What this means is that the theist could grant an extremely charitably victory to the atheist on other probabilistic assessments (for example, the evolutionary argument from evil) but counter that the fine tuning argument can more than pay that probabilistic debt. This is important because most atheists who press the problem of evil against the existence of God probably don’t think it lowers the probability of God’s existence to the ridiculously low levels required to neutralize the force of physical-fine tuning as evidence in favor of God, given the Bayesian analysis.
Nevertheless, this isn’t to say nothing could trump the God hypothesis. There are other considerations. Perhaps, for example, somebody thinks God’s existence is actually impossible. Perhaps, that is, somebody thinks God and evil cannot possibly co-exist, which is something no probability assessment can override. Fortunately, most philosophers these days – theist and atheist alike – agree that the logical form of the problem of evil has been swept into the philosophical dustbin. There just is no contradiction between God and evil; hence, the evidential problem of evil, which engages the same probabilistic reasoning we’ve been examining here.

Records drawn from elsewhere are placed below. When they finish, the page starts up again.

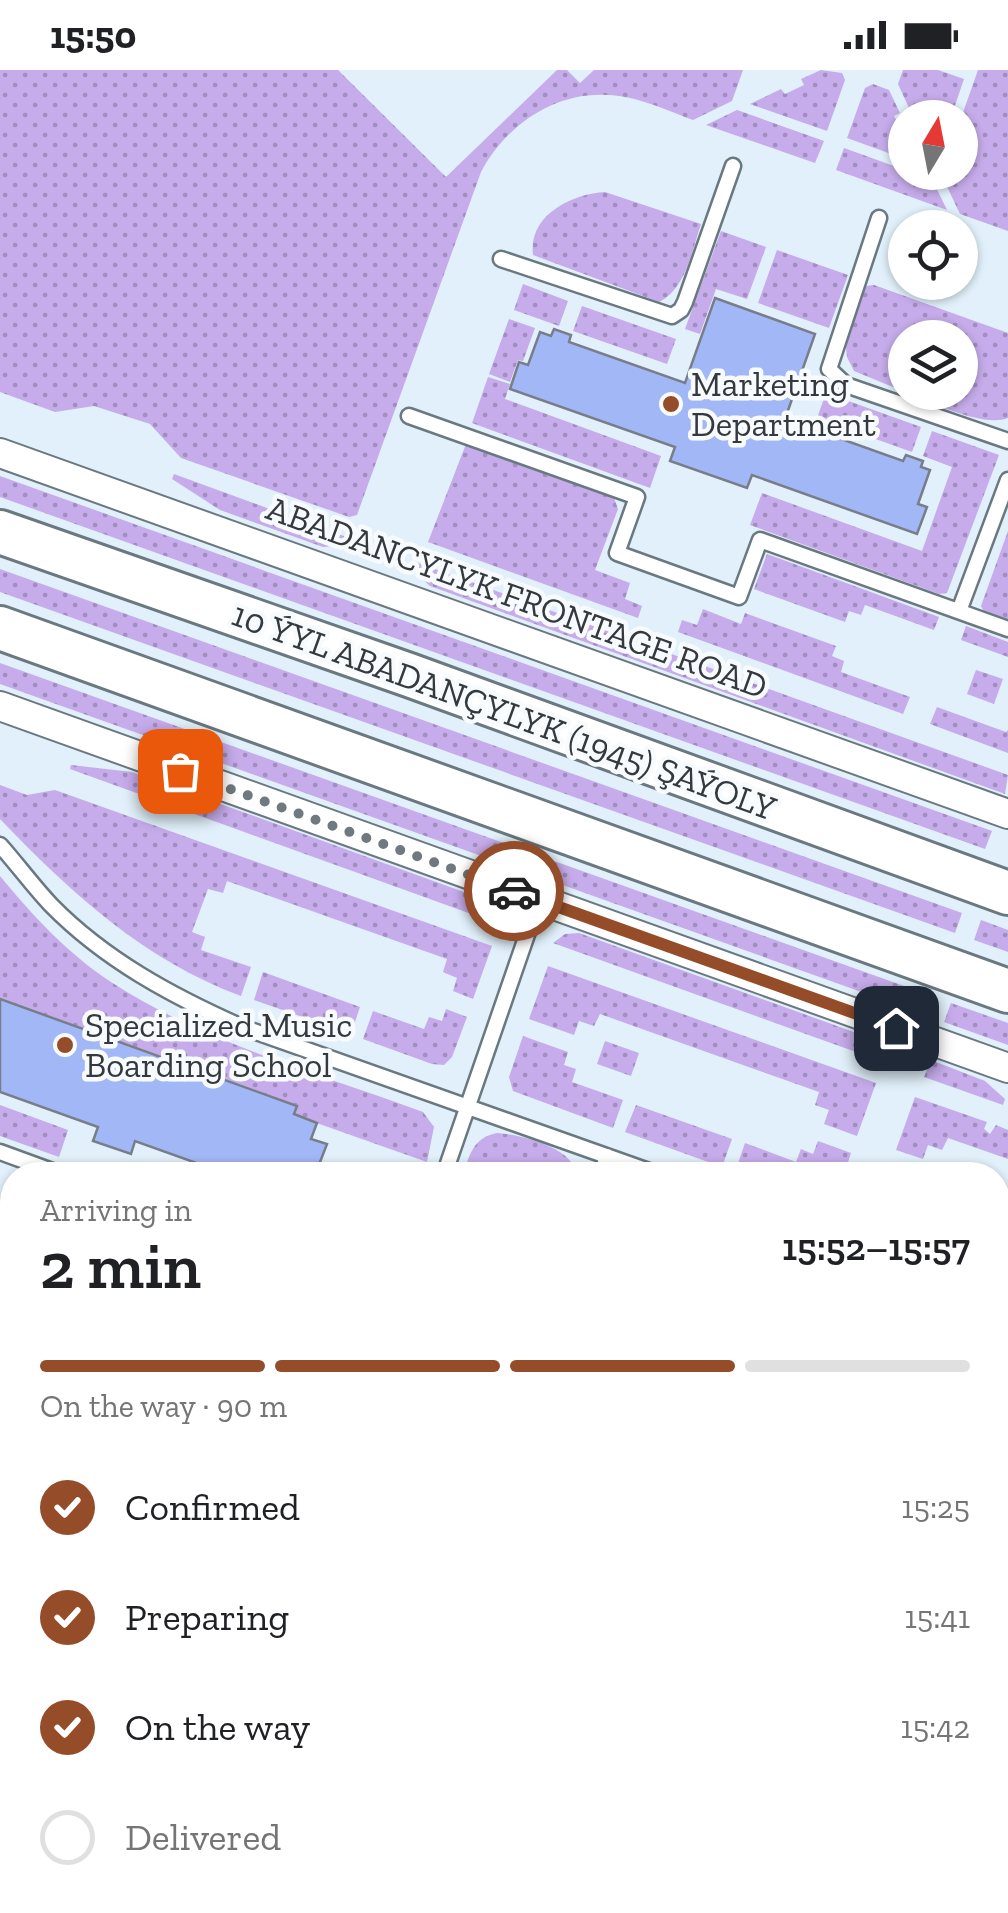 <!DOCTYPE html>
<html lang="en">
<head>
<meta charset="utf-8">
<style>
  body { margin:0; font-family:"Zilla Slab",serif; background:#f2f2f2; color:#202124; height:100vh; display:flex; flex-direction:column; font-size:38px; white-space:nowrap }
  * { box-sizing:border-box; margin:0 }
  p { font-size:32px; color:#757577 }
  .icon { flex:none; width:55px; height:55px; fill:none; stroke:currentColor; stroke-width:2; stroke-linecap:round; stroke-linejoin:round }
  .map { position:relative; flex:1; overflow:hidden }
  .details { position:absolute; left:0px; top:1092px; width:1010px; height:752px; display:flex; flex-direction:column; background:#fff; border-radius:40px 40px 0 0; box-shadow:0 2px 8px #0004 }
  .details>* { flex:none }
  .needle { width:65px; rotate:10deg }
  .controls { position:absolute; left:888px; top:30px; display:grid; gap:20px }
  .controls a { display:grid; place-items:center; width:90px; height:90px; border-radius:50%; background:#fff; box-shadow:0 2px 8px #0004; font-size:50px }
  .pin { position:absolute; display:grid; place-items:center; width:85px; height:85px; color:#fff; margin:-42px; border-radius:20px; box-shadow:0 5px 15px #0006 }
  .courier { position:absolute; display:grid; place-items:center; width:100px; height:100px; margin:-50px; border:8px solid #954d29; border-radius:50%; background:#fff; color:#222; box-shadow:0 2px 12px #0007 }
  .summary em { font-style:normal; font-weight:600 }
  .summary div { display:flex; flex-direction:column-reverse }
  .summary { display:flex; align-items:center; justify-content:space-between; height:170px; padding:0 40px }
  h1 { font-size:65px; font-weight:600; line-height:75px }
  .bar { display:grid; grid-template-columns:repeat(4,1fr); gap:15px 10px; align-content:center; height:120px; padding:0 40px }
  .bar i { height:12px; border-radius:8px; background:#e0e0e0 }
  .bar .on { background:#954d29 }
  .bar p { grid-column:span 4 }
  ol { padding:0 40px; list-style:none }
  li { display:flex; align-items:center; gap:30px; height:110px }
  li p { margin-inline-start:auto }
  li .icon { padding:10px; border-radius:50%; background:#954d29; color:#fff; stroke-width:4 }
  li:last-child { color:#757577 }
  li i { width:55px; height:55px; border:5px solid #e0e0e0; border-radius:50% }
  .status { display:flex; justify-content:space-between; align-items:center; height:70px; padding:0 50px; background:#fff; direction:ltr }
  .status svg { height:28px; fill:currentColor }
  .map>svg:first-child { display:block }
  .green { fill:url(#green-dots) }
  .pitch { fill:#c6acea }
  .building { fill:#a2b7f5; stroke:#787d8a; stroke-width:2.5 }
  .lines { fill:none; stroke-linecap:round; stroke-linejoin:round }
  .lane-casing { stroke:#6a7880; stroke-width:19 }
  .street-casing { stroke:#6a7880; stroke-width:32 }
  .primary-casing { stroke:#6a7880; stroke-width:48 }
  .lane { stroke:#fff; stroke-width:14 }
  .street { stroke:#fff; stroke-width:28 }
  .primary { stroke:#fff; stroke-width:42 }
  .done { stroke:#70797f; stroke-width:10; stroke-dasharray:0 18 }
  .route { stroke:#954d29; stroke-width:12 }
  .poi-dot { fill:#954d29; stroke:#f8fbfd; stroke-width:4 }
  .labels { text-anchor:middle; stroke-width:9; stroke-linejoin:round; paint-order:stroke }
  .poi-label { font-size:35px; fill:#33393d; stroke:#f8fbfd; text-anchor:start }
  .street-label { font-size:35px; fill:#33393d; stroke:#f8fbfd }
</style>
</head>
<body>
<div class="status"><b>15:50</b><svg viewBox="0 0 49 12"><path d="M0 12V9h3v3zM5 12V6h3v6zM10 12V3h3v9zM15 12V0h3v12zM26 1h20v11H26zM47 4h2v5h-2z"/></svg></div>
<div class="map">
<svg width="1008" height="1843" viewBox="0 0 1008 1843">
  <defs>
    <pattern id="green-dots" width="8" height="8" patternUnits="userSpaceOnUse" patternTransform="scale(2.5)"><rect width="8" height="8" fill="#c6acea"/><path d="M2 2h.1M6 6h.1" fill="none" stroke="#a18dbf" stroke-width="1.8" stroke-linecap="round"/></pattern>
  </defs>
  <rect width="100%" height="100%" fill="#e1f0fa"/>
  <path class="green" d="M0 0H338L446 107 557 0H567L580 13 594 0H743L732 31 693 50C671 42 648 31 625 27 564 15 509 50 481 102L357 445 349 447 181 388 150 354 94 336 55 342 0 322Z
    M821 0 842 3 845 10 827 61 750 34 781 19 785 24 804 15 801 9Z
    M903 0H938L964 9 951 47H921L915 36 909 38 898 14Z
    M978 0H1008V161L960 144 941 104 960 102V51Z
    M873 14 889 20 900 43 894 46 905 65V89L847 68 865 18Z
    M737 40 824 71 815 93 706 55Z
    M844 78 905 100V102L932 109 947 140 836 100Z
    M605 122 701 154C692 180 686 219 659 232L533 185C528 145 572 124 605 122Z
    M721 161 766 177 747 229 716 219 700 264 685 259Z
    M777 180 848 205 829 258 758 233Z
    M523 214 568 231 559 256 514 240Z
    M874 215 1008 263V348C983 358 931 332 906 322H960V268H905V322L854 301 847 287 846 277 861 221 866 216Z
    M582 236 676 269 667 294 573 261Z
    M509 249 535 258 523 291 518 290 510 312 489 304Z
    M488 307 510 314 505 329 661 386 650 418 472 353Z
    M826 323 921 357 912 382 817 348Z
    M932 361 999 385 947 523 939 524 750 455 762 423 922 481 952 397 923 386Z
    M466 374 613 425 618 439 595 500 630 513 625 529 642 536 638 548 428 472Z
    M174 404 352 469 343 475 323 477 220 440 172 409Z
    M0 406 992 761 985 779 0 427Z
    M1008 461V550L984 542 981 536Z
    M767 484 939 547 934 560 865 535 861 545 849 541 845 552 754 519Z
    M413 491 1008 705 1005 724 430 516 419 506Z
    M0 499 962 843 955 863 0 522Z
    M703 539 741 554 745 543 836 576 832 586 844 591 841 602 910 627 903 644 678 562 682 550 697 555Z
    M966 556 1008 572V587L961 570Z
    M0 593 932 926 926 945 0 614Z
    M976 600 1003 609 994 634 967 624Z
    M937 637 1006 662 1008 660V683L930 654Z
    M71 695 132 702 486 830 498 839 499 854 70 699Z
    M0 715 27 725 55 720 492 876 473 929 453 921 457 908 443 902 447 889 227 811 223 823 208 819 192 862 205 867 201 880 251 897 241 926C144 890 71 823 0 749Z
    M0 806C33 846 67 883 111 912 205 973 319 1004 423 1042L434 1057 427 1092 294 1045 297 1035 0 928Z
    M981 850 1008 860V882L974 870Z
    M579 863 912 983 906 1000 553 873 565 864Z
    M548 896 876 1013 857 1066 824 1054 829 1040 815 1035 819 1022 600 944 594 956 579 951 574 965 529 949Z
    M263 902 360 937 351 964 254 930Z
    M951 933 1008 953V975L944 952Z
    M446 939 467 947 452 987 444 995 432 994 363 969 373 941 424 959 429 947 442 951Z
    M523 966 568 982 564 995 576 999 572 1012 623 1030 613 1058 513 1021 509 1007Z
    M605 971 639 983 631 1006 597 994Z
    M931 990 985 1011 1005 1029 1003 1035 924 1007Z
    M915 1027 987 1052 984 1059 990 1064 996 1055 1008 1060V1089L948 1068 942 1080 928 1075 923 1089 896 1080Z
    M0 1035 68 1060 59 1087 0 1066Z
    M636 1035 732 1069 722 1097 625 1062Z
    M497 1063C522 1065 572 1077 578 1105H463C469 1085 474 1067 497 1063Z
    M818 1071 851 1083 844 1105H744L735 1102 745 1073 796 1092 801 1079 813 1084Z
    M0 1168 12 1180V1221L0 1235Z
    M998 1245 1008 1248V1366L998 1363Z
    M12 1274V1469L0 1481V1283Z
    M1008 1444V1595L998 1598V1463Z
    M998 1818 1008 1822V1843H924L934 1833 998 1832Z
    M32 1832H266L277 1843H21Z
    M393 1833V1832L546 1833 536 1843H383Z
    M708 1833H788L799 1843H709L703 1838Z"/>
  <path class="pitch" d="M12 1725V1832L31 1833 21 1843H0V1737Z"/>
  <path class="building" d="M715 228 815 264 785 349 903 391 906 385 923 391 921 397 930 400 918 434 927 437 917 464 752 405 747 418 670 391 675 377 510 319 519 292 528 295 540 262 551 266 554 259 571 265 569 272 685 313Z
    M0 929 297 1036 294 1044 317 1053 311 1069 327 1074 315 1105 299 1102 230 1105 135 1071 131 1084 93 1071 98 1057 0 1022Z
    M12 1521V1580L0 1592V1534Z
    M1008 1664V1754L998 1744V1673Z
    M363 1832H390L380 1843H374Z
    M560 1832H697L693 1837 699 1843H550Z"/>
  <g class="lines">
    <g class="lane-casing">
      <path id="lane" d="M879 148 829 299 846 315 1008 371
        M501 189 672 246 681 240 685 232 733 96
        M409 346 637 427 617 483 739 527 760 470 1008 559
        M959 541 1008 410
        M0 775C17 794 33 816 51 835 105 890 172 926 242 957L660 1105
        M0 1082 63 1105
        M444 1105 539 830
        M601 1105 607 1086
        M0 1148 12 1160
        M998 1225 1008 1229
        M0 1260 12 1250
        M998 1435 1008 1429
        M0 1500 12 1487
        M998 1623 1008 1619
        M0 1687 12 1674
        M998 1793 1008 1798
        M298 1832 309 1843
        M823 1832 834 1843
        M893 1843 903 1832"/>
    </g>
    <g class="street-casing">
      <path id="street" d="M0 383 1008 744
        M0 636 1008 998"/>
    </g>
    <g class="primary-casing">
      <path id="primary" d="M0 462 409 605 1008 823
        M0 558 1008 921"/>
    </g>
    <use href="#lane" class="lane"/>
    <use href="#street" class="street"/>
    <use href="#primary" class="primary"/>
  </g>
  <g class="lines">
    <path class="done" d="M180 701 514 821"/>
    <path class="route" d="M514 821 896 958"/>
  </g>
  <g class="poi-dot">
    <circle cx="671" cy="334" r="10"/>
    <circle cx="65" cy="975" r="10"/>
  </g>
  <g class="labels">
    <g class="poi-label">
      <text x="691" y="326">Marketing<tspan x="691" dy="40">Department</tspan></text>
      <text x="85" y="967">Specialized Music<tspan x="85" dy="40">Boarding School</tspan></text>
    </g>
    <g class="street-label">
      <text transform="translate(517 527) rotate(20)" y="12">ABADANCYLYK FRONTAGE ROAD</text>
      <text transform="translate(504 641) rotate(20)" y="12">10 ÝYL ABADANÇYLYK (1945) ŞAÝOLY</text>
    </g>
  </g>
</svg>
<div class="controls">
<a><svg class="needle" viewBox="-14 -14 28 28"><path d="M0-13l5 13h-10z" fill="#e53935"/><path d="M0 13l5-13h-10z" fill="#757577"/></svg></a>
<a><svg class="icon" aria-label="locate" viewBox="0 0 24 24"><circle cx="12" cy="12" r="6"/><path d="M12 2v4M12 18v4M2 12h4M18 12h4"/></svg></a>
<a><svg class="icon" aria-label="layers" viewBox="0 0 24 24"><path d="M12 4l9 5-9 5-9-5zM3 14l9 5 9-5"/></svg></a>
</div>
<div class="pin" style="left:180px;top:701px;background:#ea580c"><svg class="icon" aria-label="bag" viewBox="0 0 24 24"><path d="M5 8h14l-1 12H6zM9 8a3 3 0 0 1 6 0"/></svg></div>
<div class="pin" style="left:896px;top:958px;background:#1f2937"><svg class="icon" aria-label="home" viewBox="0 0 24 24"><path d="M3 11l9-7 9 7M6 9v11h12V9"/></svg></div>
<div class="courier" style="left:514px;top:821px"><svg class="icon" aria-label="car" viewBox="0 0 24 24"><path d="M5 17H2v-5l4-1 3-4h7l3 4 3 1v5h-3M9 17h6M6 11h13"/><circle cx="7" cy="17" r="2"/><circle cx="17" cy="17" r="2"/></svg></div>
<section class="details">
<div class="summary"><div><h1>2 min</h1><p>Arriving in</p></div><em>15:52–15:57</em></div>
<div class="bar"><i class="on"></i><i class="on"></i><i class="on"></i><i></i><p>On the way · 90 m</p></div>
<ol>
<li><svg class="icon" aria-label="check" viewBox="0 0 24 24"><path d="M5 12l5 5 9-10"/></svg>Confirmed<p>15:25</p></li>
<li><svg class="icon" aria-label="check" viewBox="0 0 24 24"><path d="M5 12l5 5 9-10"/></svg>Preparing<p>15:41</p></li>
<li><svg class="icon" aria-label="check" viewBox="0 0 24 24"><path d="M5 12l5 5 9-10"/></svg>On the way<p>15:42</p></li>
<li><i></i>Delivered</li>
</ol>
</section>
</div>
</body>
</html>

The remarkable thing is that just so long as somebody doesn’t think the amount of suffering and evil in our world reduces the prior probability of God’s existence below the exceedingly gracious estimates given in the example above (for what it’s worth, I have gone further in suggesting evil is actually better evidence for God rather than away), one should still be extremely confident in God’s existence just from the physical evidence of fine-tuning.
PS - Of course, there are other objections to the fine-tuning argument. Some will posit a multiverse, others will mention selection effect. To my mind, the first objection consistently runs into the issue of either generating contradiction or relocating (and often exacerbating) the problem of fine-tuning, rather than solving it. The second objection confuses explaining fine-tuning with explaining why we stand capable of asking for an explanation of fine-tuning. Whereas one objection relocates the issue, the other objection ignores it.